People who fret about trappers killing fur-bearing animals ought to read the report I have on my desk - “Trapping and Furbearer Management in North American Wildlife Conservation.” Underwritten in part by the U.S. Fish and Wildlife Service and endorsed by the authoritative Wildlife Society, the document pegs loss of habitat due to human development as the “first and most critical issue challenging furbearer conservation.” Animals targeted by trappers aren't exactly imperiled. The report calls them abundant and adaptable. But continued habitat destruction could change that.
The report also cites “public intolerance” of certain animals as a significant threat. Unlike trappers, who are happiest when fur-bearing animals are most abundant, many non-trappers are no more accommodating to them than I was to my mice. “Wildlife managers,” it explains, “are confronted with new challenges: coyotes killing pets, beavers cutting ornamental trees and flooding roads and driveways, raccoons invading buildings and threatening public health with diseases and parasites. These kinds of human-wildlife conflicts reduce public tolerance and appreciation of furbearers.” For that reason, the report explains, the public tolerates smaller populations of furbearers than the habitat can support biologically. Treating trappers as pariahs discourages them from trapping, sometimes causing animal numbers to surge unchecked, leading to even more human-wildlife conflicts.
“With the decline of traditional fur trappers,” the report points out, “ ‘nuisance animal control' has become a growth industry. ... This trend is of concern to wildlife biologists, for it indicates that a growing segment of the public is coming to view furbearers as problems that should be removed and destroyed, instead of valuable resources that should be utilized and conserved.”
Perhaps I come off as an unabashed advocate of trapping. But I'm not. I find the commercial aspect of trapping troubling. I have a pretty clear picture of my role in nature. I understand killing something to consume or use it.
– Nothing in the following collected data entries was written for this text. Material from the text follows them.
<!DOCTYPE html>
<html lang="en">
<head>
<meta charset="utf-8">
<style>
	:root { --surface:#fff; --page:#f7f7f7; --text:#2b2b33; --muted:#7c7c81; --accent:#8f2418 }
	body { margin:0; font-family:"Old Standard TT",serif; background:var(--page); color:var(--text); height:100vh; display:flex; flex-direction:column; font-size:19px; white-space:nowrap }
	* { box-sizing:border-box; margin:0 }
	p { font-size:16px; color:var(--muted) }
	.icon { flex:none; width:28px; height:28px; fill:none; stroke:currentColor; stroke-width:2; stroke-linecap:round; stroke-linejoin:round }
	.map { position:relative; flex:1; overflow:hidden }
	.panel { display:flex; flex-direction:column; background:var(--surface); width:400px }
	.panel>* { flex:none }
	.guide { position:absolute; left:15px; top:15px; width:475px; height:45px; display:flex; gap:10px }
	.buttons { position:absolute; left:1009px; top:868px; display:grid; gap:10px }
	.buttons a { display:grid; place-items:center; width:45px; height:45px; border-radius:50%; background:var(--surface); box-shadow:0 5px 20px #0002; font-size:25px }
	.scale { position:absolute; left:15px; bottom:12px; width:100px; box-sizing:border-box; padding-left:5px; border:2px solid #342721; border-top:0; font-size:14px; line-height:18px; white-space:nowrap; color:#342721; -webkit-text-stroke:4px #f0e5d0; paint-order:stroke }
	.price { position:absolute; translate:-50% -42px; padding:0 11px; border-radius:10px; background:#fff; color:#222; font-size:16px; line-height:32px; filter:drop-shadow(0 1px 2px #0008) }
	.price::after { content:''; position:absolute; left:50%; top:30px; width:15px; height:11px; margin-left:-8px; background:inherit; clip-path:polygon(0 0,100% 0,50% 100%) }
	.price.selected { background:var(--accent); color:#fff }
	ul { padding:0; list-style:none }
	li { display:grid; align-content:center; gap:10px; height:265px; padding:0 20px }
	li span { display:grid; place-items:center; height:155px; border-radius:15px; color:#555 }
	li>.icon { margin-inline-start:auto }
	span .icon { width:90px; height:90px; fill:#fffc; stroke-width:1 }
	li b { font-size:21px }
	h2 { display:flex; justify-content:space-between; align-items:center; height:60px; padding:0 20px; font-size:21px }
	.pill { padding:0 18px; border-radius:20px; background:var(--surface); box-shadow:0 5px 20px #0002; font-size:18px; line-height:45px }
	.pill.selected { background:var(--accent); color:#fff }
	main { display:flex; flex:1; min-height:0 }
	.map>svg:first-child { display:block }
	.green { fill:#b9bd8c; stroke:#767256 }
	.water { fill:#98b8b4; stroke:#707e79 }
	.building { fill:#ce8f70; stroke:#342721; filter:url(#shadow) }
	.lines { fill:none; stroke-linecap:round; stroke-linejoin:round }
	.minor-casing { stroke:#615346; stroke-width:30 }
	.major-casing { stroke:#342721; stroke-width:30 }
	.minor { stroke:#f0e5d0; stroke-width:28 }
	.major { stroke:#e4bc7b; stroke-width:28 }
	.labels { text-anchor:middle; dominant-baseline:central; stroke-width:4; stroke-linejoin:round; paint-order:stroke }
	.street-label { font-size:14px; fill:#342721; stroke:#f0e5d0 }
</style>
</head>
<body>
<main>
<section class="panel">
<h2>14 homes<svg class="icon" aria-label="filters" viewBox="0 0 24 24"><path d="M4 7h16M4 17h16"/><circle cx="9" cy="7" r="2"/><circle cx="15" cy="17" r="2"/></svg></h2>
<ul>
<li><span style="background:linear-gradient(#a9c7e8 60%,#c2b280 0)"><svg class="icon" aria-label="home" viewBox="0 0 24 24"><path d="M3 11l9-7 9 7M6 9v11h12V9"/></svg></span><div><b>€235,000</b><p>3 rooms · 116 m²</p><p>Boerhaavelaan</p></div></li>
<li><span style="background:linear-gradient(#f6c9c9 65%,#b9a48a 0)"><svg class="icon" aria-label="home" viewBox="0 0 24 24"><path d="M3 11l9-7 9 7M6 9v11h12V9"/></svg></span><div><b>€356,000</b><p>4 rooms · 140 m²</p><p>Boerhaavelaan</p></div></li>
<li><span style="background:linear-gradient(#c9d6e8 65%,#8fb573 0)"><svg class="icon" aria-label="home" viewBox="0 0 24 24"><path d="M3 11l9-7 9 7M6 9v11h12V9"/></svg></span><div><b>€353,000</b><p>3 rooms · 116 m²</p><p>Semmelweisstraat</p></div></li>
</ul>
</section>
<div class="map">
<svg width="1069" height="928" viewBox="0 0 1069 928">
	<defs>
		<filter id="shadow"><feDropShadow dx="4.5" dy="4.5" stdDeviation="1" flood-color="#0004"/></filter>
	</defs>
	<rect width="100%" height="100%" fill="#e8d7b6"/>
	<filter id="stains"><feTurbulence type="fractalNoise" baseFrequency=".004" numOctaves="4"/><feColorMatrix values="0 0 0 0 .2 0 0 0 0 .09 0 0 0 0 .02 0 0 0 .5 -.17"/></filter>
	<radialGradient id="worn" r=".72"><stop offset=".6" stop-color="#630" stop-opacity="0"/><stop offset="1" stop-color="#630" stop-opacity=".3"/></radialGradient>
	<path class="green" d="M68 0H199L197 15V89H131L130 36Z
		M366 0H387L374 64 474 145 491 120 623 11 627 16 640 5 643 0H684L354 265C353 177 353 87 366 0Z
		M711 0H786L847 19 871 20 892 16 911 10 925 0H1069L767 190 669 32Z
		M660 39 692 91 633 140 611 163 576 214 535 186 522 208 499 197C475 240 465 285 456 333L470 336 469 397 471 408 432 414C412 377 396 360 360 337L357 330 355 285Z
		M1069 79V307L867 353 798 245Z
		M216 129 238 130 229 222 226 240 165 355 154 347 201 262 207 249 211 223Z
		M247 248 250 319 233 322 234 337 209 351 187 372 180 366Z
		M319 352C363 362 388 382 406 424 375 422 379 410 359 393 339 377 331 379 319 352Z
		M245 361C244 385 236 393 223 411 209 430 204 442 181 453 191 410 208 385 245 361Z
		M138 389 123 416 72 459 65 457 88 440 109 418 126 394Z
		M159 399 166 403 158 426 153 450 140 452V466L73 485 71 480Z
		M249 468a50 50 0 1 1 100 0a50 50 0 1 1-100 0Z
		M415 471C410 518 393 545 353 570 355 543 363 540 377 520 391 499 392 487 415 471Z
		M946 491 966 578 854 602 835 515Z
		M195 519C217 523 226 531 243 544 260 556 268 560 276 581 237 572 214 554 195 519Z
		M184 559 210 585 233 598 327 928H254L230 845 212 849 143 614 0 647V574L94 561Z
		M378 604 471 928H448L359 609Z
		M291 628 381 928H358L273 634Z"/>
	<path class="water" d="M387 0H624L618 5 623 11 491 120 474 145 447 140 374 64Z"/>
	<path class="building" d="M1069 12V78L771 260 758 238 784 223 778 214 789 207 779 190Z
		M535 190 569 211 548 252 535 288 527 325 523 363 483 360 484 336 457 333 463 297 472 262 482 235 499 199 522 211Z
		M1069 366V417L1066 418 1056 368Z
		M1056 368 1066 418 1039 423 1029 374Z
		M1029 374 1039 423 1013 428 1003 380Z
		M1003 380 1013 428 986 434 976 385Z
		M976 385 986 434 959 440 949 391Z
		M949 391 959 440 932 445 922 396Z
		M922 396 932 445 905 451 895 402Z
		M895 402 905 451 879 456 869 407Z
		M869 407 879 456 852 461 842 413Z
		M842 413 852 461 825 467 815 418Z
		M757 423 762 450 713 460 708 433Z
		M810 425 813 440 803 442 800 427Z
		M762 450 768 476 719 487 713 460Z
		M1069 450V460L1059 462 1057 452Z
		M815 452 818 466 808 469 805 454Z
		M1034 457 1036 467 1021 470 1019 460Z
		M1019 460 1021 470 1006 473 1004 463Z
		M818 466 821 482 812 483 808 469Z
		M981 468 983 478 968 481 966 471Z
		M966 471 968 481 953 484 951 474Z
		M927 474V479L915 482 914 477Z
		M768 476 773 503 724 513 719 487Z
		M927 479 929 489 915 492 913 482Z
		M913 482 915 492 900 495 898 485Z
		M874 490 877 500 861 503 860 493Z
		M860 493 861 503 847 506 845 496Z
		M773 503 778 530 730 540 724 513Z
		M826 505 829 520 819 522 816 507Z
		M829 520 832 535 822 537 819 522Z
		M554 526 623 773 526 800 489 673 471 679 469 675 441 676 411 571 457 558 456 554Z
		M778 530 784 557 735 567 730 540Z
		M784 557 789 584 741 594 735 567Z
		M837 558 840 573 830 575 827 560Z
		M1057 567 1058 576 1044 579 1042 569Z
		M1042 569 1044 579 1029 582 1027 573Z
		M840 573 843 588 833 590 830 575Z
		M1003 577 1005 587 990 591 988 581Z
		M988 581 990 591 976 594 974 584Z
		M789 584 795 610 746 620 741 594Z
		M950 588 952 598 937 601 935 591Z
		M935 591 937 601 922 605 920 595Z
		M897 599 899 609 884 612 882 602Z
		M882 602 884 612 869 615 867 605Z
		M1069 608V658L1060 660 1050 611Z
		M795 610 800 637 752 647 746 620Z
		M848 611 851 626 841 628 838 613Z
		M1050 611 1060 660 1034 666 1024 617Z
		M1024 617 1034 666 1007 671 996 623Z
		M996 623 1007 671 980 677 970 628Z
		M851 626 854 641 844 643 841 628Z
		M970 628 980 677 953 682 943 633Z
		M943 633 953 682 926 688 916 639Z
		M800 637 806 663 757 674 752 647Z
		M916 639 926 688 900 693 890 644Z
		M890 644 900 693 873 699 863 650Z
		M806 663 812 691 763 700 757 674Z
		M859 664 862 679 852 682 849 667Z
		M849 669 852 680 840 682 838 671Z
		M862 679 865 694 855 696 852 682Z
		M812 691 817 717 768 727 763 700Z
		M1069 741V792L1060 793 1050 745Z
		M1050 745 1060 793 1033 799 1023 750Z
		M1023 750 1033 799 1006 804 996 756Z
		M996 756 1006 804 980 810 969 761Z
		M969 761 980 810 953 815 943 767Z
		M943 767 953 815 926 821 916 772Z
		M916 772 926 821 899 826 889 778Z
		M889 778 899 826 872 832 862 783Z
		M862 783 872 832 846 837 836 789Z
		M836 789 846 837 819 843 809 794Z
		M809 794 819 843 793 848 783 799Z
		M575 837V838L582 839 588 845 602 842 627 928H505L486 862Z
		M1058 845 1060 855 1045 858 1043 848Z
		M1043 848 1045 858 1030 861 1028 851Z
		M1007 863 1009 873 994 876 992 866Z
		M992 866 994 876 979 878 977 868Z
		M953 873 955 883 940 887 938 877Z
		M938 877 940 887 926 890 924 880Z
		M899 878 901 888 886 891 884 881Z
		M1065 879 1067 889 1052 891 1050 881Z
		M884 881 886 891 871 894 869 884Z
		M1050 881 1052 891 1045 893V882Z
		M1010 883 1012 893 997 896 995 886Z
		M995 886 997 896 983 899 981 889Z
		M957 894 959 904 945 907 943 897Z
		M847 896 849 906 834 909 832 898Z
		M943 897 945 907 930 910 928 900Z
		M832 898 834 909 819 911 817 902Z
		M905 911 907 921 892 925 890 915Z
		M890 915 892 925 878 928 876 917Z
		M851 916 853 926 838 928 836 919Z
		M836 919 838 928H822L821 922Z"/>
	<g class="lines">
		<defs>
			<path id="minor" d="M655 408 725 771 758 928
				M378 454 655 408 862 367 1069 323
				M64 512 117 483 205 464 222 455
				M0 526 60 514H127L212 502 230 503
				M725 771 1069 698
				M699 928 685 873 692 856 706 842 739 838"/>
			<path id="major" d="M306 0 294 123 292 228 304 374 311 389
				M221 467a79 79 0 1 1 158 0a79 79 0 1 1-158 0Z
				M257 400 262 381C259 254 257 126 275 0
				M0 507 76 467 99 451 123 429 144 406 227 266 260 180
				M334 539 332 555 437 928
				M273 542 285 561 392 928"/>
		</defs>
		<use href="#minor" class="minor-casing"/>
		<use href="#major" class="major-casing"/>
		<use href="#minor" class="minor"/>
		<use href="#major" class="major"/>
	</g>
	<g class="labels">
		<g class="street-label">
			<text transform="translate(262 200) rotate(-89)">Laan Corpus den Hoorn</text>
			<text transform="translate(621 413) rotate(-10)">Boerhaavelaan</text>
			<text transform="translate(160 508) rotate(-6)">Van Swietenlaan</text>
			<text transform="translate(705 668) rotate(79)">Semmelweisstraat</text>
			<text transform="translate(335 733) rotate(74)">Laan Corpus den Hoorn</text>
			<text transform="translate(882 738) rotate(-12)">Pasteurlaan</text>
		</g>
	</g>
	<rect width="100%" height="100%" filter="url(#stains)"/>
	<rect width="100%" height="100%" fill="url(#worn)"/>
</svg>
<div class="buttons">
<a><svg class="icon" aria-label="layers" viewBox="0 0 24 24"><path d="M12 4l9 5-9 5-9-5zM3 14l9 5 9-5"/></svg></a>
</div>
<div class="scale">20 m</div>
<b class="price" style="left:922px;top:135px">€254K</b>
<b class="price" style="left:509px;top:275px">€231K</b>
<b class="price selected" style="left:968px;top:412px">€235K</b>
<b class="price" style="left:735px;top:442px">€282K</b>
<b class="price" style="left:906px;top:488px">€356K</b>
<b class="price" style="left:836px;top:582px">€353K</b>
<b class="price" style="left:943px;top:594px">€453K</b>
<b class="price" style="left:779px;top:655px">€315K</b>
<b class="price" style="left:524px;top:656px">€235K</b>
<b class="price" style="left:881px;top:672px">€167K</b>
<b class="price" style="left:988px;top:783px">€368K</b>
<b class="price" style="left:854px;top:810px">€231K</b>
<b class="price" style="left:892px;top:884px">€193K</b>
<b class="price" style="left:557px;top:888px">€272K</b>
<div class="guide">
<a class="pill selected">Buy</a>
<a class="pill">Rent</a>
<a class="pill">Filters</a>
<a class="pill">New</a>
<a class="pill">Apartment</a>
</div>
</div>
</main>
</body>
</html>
Making a buck strikes me as the least compelling reason to kill anything. I recognize, however, the parallel between trapping and commercial logging, firewood cutting or berry-picking on public lands - all are commercial endeavors; all besides trapping are generally accepted as legitimate by the public. So long as our wildlife is well managed and trapping is well regulated, I can defend it.
I can't say the same about wastefully killing animals just because they're mildly bothersome or worrisome - as I did with the mice and as we're all likely to do once all the fur trappers are gone. People may feel morally superior then, but they'll be kidding themselves.
Steve Woodruff is the Missoulian's opinion page editor.